A traditional Windows keyboard inserts 1 or more characters (except in the case of deadkeys, where there may be no visible output) into the text store. However, Keyman differs from this model because each keystroke event can initiate a transform in the target application’s text store, potentially deleting a number of characters before the insertion point, and then inserting a new sequence of characters.

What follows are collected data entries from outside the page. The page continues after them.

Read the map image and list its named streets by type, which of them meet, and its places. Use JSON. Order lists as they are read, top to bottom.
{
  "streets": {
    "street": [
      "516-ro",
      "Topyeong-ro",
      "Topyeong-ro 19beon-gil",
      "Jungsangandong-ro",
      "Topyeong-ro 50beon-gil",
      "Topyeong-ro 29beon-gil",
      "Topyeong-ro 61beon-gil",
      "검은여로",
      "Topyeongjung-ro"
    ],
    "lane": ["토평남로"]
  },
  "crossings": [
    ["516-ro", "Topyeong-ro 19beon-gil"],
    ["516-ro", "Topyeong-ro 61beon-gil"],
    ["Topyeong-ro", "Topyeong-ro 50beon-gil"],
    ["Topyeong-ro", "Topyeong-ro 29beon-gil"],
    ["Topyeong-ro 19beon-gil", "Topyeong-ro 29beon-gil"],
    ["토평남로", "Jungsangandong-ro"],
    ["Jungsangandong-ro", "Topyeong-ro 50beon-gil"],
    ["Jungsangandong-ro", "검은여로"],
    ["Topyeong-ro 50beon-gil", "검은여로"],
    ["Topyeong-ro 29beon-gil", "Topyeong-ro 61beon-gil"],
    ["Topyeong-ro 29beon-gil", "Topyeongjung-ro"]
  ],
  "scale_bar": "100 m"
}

When an application includes full support for the Text Services Framework, Keyman utilises this to transform the text store in a robust manner. Unfortunately, only a handful of applications on Windows support Text Services Framework, and so for all other applications, Keyman instead applies the transform by first posting a sequence of
VK_BACK key events to delete the appropriate number of characters from the left of the insertion point, and then posting a sequence of
VK_PACKET key events to insert the replacement string, using the
SendInput API function.
A simple example
For example, say we want to apply the following Keyman rule:
U+006F + [K_BKQUOTE] > U+00F2 c o` --> ò
The text store contains:
When the user presses the Back Quote (Grave Accent) key, Keyman can emit the following key events using the
SendInput API, to accomplish the transform:
So here’s how that looks in a sequence diagram:
Here, we are representing the Keyman interactions with the title TIP, which stands for Text Input Processor. The Text Input Processor is part of the Text Services Framework which is enabled for every application.
Note how Keyman generates
SendInput events which go back through Keyman before reaching the target application. I have fudged this slightly because technically, the TIP is part of the Application’s message loop, through the equivalent of a
GetMessage hook. However, for the sake of clarity in diagramming, it makes little difference.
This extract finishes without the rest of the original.